The plot of the movie is standard fare – an archaeologist uncovers ancient Etruscan texts which purport to hold the power of restoring the dead back to life. He proceeds to recite the spell in question and unleash a tide of undead monks upon a nearby country palazzo and its unsuspecting inhabitants. These inhabitants are a collection of young and libidinous couples who seem to be deeply motivated to have sex with one another all of the time. Every time each couple starts fucking however, the zombies move in to attack them. Over a soundtrack of wailing and warbling synthesisers these ghouls proceed to very slowly move in on the couples and tear them to pieces – stomachs are ripped open and shining crimson intestines are wrenched from the cavities. The victims also fight back: bludgeoning the naff-looking zombies with boulders and blowing their heads off with a hunting rifle. These are the cheapest, basest thrills we can experience – ones that have been exciting us since the beginning of history: sex and death.
A feature of this movie that transfixed me was the character of the young boy, Michael. This ten year-old is played by a 26-year old actor due to the content of some of the scenes he was involved in. There is something genuinely haunting and creepy about this character, and in a way he makes the film weirdly unforgettable. Michael, being comforted by his mother following a zombie attack, requests in one scene to feed at her breast like he did as a baby.
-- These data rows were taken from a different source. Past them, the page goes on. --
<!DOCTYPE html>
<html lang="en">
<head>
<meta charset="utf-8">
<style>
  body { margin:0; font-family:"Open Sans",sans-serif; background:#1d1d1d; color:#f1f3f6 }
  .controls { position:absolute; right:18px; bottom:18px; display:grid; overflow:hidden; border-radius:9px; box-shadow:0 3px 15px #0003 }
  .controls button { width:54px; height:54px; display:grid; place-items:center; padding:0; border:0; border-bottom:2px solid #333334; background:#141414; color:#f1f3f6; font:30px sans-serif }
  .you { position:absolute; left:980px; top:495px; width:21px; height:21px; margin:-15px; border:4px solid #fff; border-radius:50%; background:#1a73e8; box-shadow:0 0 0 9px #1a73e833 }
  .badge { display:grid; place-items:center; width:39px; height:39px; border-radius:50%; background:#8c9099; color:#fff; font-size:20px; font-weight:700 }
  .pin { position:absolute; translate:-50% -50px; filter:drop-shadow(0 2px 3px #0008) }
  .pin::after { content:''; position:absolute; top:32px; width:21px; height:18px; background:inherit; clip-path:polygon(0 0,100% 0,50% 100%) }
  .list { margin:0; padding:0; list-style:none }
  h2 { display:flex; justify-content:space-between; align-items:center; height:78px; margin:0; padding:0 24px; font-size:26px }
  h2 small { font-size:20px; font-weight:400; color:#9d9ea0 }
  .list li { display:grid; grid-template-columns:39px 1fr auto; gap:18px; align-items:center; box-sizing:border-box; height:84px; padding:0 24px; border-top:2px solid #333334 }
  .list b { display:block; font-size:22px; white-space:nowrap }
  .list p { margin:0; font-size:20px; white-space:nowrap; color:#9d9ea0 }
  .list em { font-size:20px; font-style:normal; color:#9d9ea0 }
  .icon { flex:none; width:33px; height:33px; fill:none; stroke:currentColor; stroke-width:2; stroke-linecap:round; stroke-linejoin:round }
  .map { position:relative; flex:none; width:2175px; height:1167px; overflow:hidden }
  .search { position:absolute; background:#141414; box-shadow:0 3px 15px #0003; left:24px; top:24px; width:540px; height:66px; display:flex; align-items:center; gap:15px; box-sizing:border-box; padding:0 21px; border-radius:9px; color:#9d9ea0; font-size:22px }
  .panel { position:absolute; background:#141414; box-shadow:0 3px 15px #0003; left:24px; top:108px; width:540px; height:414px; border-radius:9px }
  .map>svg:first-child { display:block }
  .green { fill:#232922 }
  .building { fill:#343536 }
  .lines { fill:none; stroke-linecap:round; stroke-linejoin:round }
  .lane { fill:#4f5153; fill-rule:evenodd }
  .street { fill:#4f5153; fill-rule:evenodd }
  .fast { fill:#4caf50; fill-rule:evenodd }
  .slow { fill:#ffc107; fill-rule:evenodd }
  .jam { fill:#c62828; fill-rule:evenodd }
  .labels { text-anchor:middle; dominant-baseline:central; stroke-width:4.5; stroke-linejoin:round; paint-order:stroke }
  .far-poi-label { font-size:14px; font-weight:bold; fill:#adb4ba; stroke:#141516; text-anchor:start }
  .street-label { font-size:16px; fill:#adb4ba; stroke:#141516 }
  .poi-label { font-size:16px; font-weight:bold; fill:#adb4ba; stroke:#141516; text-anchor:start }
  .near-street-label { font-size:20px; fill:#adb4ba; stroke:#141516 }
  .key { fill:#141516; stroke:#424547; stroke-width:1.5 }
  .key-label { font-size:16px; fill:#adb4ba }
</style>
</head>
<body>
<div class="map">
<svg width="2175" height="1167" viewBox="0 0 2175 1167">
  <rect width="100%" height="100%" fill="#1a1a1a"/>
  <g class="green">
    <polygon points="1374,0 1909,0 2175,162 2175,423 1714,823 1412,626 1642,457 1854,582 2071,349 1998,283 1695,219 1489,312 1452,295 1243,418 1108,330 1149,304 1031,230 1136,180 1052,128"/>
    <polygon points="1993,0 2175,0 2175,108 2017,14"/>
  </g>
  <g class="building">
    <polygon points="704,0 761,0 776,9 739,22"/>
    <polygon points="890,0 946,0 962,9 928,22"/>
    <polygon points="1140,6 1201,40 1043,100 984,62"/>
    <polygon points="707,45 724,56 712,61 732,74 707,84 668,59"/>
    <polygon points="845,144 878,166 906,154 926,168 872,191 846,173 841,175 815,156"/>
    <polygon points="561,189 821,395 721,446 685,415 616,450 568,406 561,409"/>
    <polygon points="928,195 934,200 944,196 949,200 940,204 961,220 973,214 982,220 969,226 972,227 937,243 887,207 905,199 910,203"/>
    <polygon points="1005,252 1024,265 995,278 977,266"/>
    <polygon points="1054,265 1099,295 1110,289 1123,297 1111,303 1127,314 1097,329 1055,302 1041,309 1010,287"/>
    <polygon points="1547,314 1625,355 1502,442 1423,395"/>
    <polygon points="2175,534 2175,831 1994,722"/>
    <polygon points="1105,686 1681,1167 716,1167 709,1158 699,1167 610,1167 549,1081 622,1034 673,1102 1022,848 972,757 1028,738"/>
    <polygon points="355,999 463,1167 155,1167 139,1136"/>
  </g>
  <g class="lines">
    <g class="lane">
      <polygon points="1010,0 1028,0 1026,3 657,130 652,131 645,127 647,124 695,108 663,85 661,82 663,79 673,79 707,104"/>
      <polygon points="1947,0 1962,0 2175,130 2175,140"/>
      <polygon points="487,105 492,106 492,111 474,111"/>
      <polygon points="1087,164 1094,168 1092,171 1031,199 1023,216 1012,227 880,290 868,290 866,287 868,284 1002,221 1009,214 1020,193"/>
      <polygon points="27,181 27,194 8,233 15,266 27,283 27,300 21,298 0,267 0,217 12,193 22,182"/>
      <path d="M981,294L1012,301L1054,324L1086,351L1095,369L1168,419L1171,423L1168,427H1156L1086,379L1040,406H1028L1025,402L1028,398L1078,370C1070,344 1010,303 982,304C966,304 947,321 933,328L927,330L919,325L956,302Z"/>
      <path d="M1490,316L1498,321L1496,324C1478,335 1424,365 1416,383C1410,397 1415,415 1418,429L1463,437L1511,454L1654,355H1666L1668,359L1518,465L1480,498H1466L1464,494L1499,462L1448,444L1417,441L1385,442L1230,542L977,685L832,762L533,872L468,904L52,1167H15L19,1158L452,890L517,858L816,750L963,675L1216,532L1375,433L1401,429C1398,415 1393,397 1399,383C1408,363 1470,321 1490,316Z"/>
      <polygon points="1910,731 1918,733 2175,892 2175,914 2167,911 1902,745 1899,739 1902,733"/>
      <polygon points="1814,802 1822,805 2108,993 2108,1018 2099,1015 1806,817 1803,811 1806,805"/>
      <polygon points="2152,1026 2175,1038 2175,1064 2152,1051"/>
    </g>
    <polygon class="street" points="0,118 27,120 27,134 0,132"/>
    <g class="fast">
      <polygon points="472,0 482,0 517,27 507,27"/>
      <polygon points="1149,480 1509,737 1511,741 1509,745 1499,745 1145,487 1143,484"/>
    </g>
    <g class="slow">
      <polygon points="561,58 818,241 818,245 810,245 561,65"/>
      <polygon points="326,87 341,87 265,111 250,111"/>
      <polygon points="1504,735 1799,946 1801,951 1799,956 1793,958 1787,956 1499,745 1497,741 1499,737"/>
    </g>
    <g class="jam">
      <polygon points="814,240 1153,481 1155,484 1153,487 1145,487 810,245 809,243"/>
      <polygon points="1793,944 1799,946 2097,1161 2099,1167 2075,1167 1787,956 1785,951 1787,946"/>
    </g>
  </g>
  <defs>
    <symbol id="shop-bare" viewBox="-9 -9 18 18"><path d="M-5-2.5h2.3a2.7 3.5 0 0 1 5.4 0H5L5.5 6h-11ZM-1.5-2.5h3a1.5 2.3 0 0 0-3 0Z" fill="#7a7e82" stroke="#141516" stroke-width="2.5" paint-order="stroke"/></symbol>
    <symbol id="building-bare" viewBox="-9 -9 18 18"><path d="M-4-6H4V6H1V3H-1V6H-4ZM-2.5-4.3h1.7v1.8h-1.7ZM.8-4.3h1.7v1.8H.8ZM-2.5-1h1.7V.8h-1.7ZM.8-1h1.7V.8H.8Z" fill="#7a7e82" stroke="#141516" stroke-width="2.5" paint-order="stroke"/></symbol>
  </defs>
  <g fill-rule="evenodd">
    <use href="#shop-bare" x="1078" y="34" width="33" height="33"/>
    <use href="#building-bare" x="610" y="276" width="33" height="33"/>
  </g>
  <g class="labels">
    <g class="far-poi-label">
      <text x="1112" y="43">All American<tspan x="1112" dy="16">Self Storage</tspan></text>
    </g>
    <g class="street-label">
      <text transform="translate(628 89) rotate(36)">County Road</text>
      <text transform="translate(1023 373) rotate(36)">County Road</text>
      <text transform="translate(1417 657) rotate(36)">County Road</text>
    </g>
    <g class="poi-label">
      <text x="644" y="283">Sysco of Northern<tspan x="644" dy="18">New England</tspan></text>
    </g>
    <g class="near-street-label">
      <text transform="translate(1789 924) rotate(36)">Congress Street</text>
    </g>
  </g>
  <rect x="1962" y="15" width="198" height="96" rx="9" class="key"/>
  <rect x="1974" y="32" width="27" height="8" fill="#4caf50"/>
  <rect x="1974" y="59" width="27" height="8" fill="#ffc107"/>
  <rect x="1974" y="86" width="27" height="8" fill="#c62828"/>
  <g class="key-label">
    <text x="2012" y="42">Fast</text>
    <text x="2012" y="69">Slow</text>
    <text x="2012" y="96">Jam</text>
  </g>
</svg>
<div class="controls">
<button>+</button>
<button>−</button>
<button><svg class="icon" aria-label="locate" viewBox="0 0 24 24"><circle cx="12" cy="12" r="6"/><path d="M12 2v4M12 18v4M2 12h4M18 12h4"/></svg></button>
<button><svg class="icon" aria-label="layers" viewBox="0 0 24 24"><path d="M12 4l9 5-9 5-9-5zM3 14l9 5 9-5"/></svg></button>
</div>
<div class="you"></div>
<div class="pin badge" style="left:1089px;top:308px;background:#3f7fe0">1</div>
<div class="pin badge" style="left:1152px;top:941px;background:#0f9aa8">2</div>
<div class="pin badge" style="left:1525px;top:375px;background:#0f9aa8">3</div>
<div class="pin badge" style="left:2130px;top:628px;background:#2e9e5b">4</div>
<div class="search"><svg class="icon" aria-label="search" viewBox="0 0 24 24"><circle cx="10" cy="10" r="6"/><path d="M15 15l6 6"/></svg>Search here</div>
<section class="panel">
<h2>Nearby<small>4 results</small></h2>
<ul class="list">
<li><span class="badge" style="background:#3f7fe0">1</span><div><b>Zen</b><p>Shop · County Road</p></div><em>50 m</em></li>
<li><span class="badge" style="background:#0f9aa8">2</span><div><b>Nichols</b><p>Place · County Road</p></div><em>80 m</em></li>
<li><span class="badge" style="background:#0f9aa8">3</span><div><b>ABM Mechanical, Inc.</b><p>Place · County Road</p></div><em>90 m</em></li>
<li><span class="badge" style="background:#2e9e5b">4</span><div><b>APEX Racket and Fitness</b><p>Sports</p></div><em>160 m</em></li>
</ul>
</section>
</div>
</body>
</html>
She reproaches him and refuses. Later on, when Michael himself has been bitten and joined the ranks of the undead, he reveals himself to his mother. She doesn’t notice that he has changed and embraces him; exultant over the survival of her child. She then offers him her breast to suck upon like he did as a baby. In a truly revulsion-inspiring moment, he bites her breast off and proceeds to chomp on its flesh. Her reaction is to cry out in pain – but in a way that sounds almost fraught with sexual pleasure.
An aesthetisation of violence commingled with sex has been present in human culture for a very long time, and Burial Ground struck me as a good example of this due to how very literally it links the two. It can be seen in relatively mainstream movies like say, Blue Velvet or A Clockwork Orange, and can also be found in some of the finest of the low, dirty exploitation flicks of the 70s like She Killed in Ecstasy and The Strange Vice of Mrs. Wardh. Why does this continue to pervade the art – and entertainment – we make? Why is death the most powerful aphrodisiac in the world? Buried in some of the most ancient structures of our brain – the limbic system – are our capacities for fear, aggression, and lust. Those most primal of emotions have always proven most critical for human survival, and therefore it is no surprise that these feelings provoke the most profound excitement in us.
Perhaps more salient to this idea still is the concept of oblivion. La petit mort, the orgasm, represents the closest we can get to a death-state without our hearts stopping. A moment of utter nothingness, a blank, is what these trudging zombies are really the harbingers of. Is the pursuit of orgasm actually a desire for negation? A means of proclaiming the existential “No!” to the void? In movies full of gore, lust, and zombies we are both attracted and repelled. We pendulate between the nothingness of climax and the nothingness of death.
During the Big Bang, the instant the universe was created and the beginning and end of all life, all of creation was in a state of chaotic flux. Sex, death and everything in between were combined in a unitary state of oblivion. Following this moment, everything changed, and these states were separated. Perhaps we’ve been trying to unify them ever since.
 See Amando de Ossorio’s brilliant Tombs of the Blind Dead for a more visceral take on the “medieval zombie” idea.